Collected data entries:
————

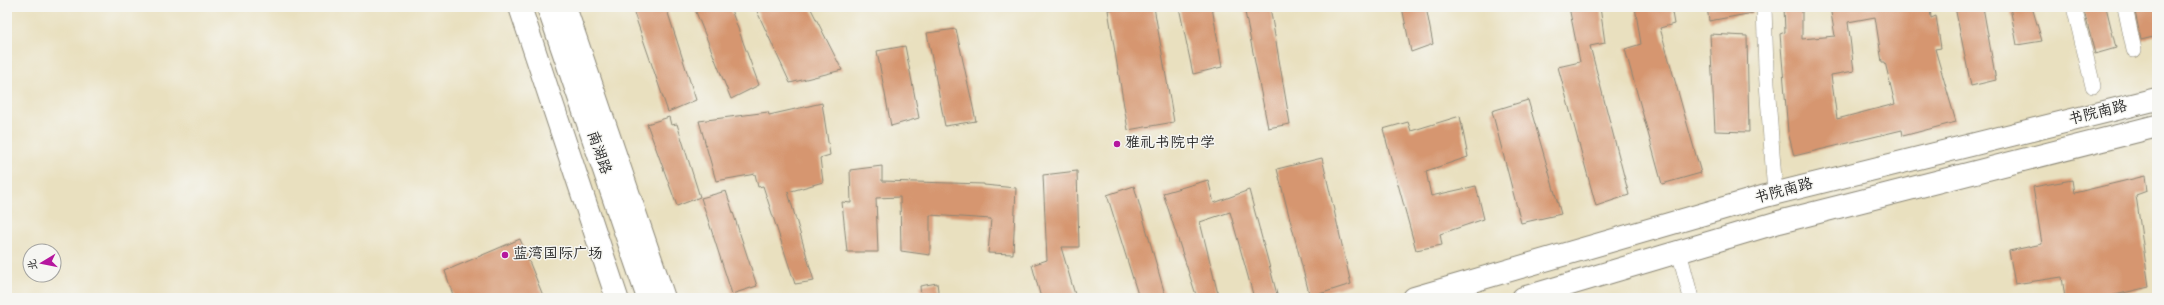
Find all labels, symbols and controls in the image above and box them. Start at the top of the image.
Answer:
street label: 书院南路 [2066,97,2129,130]
street label: 南湖路 [582,128,615,177]
place label: 雅礼书院中学 [1125,134,1215,153]
marker: 雅礼书院中学 [1112,139,1122,149]
street label: 书院南路 [1752,175,1815,208]
north arrow [22,243,62,283]
place label: 蓝湾国际广场 [513,246,603,264]
marker: 蓝湾国际广场 [500,250,510,260]
text: 北 [27,258,41,271]

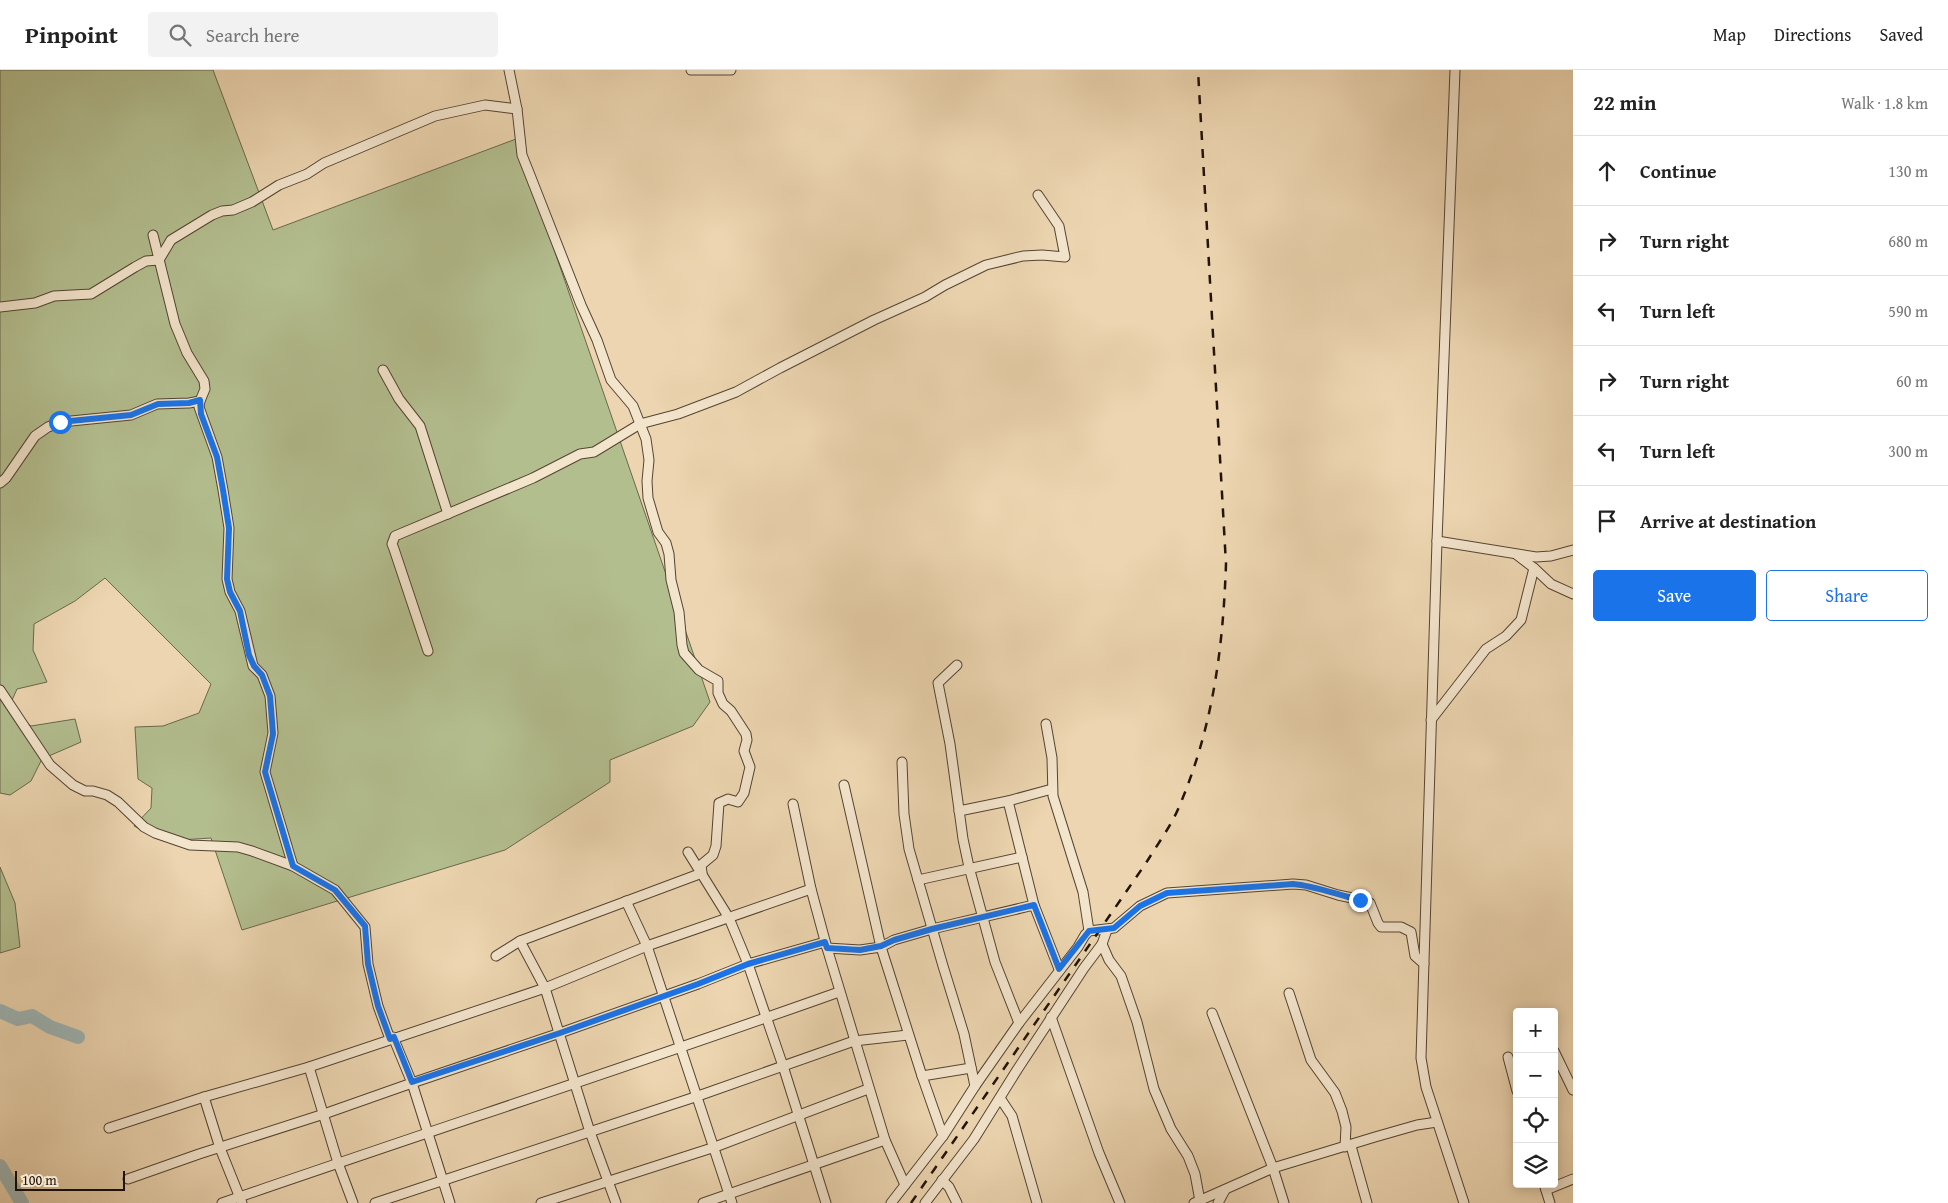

————

◆ **Problem**:
Repeat the preceding records precisely, and leave every picture out of the copy.

◆ **Response to the exercise**:
Find all labels, symbols and controls in the image above and box them. Start at the top of the image.
Answer:
street label: 书院南路 [2066,97,2129,130]
street label: 南湖路 [582,128,615,177]
place label: 雅礼书院中学 [1125,134,1215,153]
marker: 雅礼书院中学 [1112,139,1122,149]
street label: 书院南路 [1752,175,1815,208]
north arrow [22,243,62,283]
place label: 蓝湾国际广场 [513,246,603,264]
marker: 蓝湾国际广场 [500,250,510,260]
text: 北 [27,258,41,271]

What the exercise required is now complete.